I am trying to understand how exactly the ALTER TABLE CONCATENATE in HIVE Works.

I saw this link How does Hive 'alter table <table name> concatenate' work? but all I got from this links is that for ORC Files, the merge happens at a stripe level.

I am looking for a detailed explanation of how CONCATENATE works. As an e.g I initially had 500 small ORC Files in the HDFS. I ran the Hive ALTER TABLE CONCATENATE and the files merged to 27 bigger files. Subsequent runs of CONCATENATE reduced the number of files to 16 and finally I ended up in two large files.( used version Hive 0.12 ) So I wanted to understand

  1. How exactly CONCATENATE works? Does it looks at the existing number of files , as well as the size ? How will it determine the no: of output ORC files after concatenation?
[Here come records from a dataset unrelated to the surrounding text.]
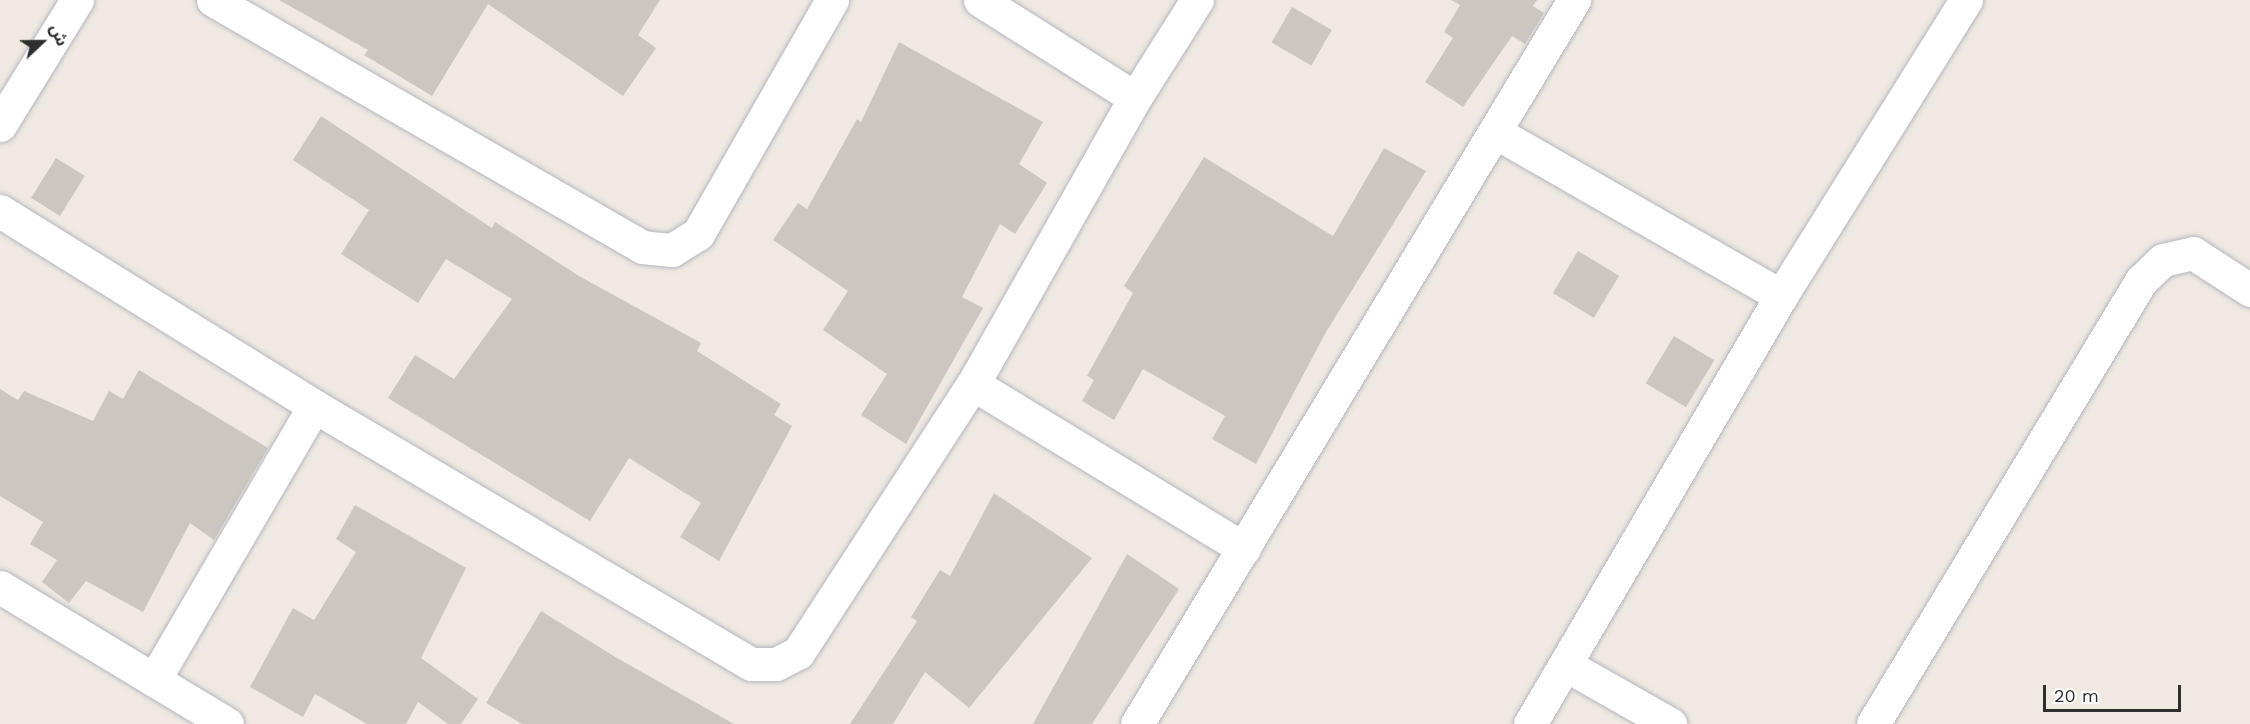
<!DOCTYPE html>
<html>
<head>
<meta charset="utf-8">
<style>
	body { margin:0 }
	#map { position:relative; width:2250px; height:724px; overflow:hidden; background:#efe9e1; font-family:"Work Sans","Noto Sans Arabic",sans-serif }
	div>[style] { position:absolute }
	.building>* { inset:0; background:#cbc7bf; transform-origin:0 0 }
	.roads { filter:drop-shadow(0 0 2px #b4b7c1) drop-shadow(0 0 2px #b4b7c1) }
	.street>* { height:33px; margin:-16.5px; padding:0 16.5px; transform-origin:16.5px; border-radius:16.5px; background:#fff }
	span { translate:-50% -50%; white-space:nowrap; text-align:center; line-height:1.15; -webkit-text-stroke:4.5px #fff; paint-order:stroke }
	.north { position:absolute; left:12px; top:12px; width:60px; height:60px; -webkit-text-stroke:4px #fff; paint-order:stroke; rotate:68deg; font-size:16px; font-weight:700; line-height:24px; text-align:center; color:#2e2e2e }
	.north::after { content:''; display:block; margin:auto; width:21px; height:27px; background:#2e2e2e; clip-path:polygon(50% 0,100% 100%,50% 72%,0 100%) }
	.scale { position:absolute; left:2043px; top:685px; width:138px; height:27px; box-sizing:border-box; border:3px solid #2e2e2e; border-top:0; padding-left:8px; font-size:18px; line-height:21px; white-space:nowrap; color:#2e2e2e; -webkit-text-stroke:4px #fff; paint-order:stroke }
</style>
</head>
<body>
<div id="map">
	<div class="building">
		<i style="clip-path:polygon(279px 0,660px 0,638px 35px,656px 48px,623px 96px,488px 4px,432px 96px,364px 55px,368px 50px)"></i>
		<i style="clip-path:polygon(1451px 0,1537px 0,1533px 6px,1544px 13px,1525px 44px,1512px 36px,1463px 107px,1425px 82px,1453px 38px,1444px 32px,1460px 5px)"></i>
		<i style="left:1292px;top:7px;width:46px;height:41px;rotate:30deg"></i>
		<i style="clip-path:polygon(899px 42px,1043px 122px,1019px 164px,1047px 183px,1015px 234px,1000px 224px,962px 297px,983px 308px,906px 444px,861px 415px,887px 374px,823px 330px,848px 291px,773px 240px,798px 203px,807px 209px,857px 119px,861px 122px)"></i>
		<i style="clip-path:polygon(321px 116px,492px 228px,495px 222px,579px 276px,701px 343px,697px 351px,781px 404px,774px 415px,792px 426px,719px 561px,680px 537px,701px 503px,629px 458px,590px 521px,388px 398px,415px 355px,454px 379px,512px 299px,446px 259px,418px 303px,341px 254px,369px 210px,293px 160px)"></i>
		<i style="clip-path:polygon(1384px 148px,1426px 171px,1326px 332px,1256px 464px,1212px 439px,1225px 416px,1143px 369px,1114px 420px,1082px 401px,1094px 380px,1087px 376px,1133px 293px,1124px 286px,1204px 157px,1333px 236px)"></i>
		<i style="left:56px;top:158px;width:34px;height:47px;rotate:32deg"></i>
		<i style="left:1578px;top:251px;width:48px;height:49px;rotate:31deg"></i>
		<i style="left:1674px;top:336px;width:47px;height:55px;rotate:31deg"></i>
		<i style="clip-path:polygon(139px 370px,268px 448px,214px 540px,190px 523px,143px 612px,86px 581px,69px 603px,42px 582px,57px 560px,30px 544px,43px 522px,0 496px,0 389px,18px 400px,24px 391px,93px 421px,109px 391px,123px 399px)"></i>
		<i style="clip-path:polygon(994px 493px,1092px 558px,969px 708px,925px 672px,893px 724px,850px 724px,917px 621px,911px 617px,940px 570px,950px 576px)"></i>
		<i style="clip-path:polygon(355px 505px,466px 568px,421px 658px,478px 699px,461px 724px,448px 724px,418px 702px,406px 724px,367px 724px,315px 694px,303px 717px,250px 687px,293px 608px,314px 620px,356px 552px,336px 539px)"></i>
		<i style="clip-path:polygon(1127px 554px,1179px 589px,1092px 724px,1033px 724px)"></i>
		<i style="clip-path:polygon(541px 611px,617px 658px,734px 724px,522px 724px,486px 703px)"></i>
	</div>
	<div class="roads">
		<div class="street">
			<i style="left:213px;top:0;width:495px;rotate:29.9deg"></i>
			<i style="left:642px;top:247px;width:30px;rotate:6deg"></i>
			<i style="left:672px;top:250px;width:31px;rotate:-32deg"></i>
			<i style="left:698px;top:234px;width:270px;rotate:-60.2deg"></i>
			<i style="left:980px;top:0;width:183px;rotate:32.3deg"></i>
			<i style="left:0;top:125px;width:147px;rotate:-58.4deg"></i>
			<i style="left:1495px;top:132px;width:330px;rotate:29.8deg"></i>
			<i style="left:0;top:211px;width:370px;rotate:31.8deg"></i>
			<i style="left:314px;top:406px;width:507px;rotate:30.56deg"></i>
			<i style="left:751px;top:664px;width:25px"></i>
			<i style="left:776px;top:664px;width:25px;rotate:-27deg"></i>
			<i style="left:798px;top:653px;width:321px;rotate:-57deg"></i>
			<i style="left:973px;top:384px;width:329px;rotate:-60.5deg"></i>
			<i style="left:1135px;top:98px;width:116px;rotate:-57.7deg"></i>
			<i style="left:973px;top:384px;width:317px;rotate:31.3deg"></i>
			<i style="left:0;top:587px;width:265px;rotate:31.1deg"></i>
			<i style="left:1566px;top:665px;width:120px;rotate:29.6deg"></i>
			<i style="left:154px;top:680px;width:317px;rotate:-59.7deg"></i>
			<i style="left:1137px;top:724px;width:846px;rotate:-58.89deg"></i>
			<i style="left:1530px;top:724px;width:496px;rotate:-59.6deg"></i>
			<i style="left:1781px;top:296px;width:349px;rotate:-58deg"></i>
			<i style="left:1873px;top:724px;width:518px;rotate:-58.83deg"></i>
			<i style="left:2141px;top:281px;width:30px;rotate:-44deg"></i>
			<i style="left:2163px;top:260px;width:31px;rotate:-13deg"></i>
			<i style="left:2193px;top:253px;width:68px;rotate:33deg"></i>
		</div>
	</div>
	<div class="north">ش</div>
	<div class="scale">20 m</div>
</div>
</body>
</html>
  2. Is there any known issues with using the Concatenate ? We are planning to run the concatenate one a day in the maintenance window

  3. Is Using CTAS an alternative to concatenate and which is better? Note that my requirement is to reduce the no of ORC files (ingested through Nifi) without compromising performance of Read

Any help is appreciated and thanks in advance

2
Thank you Brian. That helps - Nina A
Hi, was doing the same thing, running this once a day, but was concerned about the atomicity of this operation, say if I do a read on the same partition. - Arushi

2 Answers

1
votes

Concatenated file size can be controlled with following two values:

set mapreduce.input.fileinputformat.split.minsize=268435456;
set hive.exec.orc.default.block.size=268435456;

These values should be set based on your HDFS/MapR-FS block size.

0
votes

As commented by @leftjoin it is indeed the case that you can get different output files for the same underlying data.

This is discussed more in the linked HCC thread but the key point is:

Concatenation depends on which files are chosen first.

Note that having files of different sizes, should not be a problem in normal situations.

If you want to streamline your process, then depending on how big your data is, you may also want to batch it a bit before writing to HDFS. For instance, by setting the batch size in NiFi.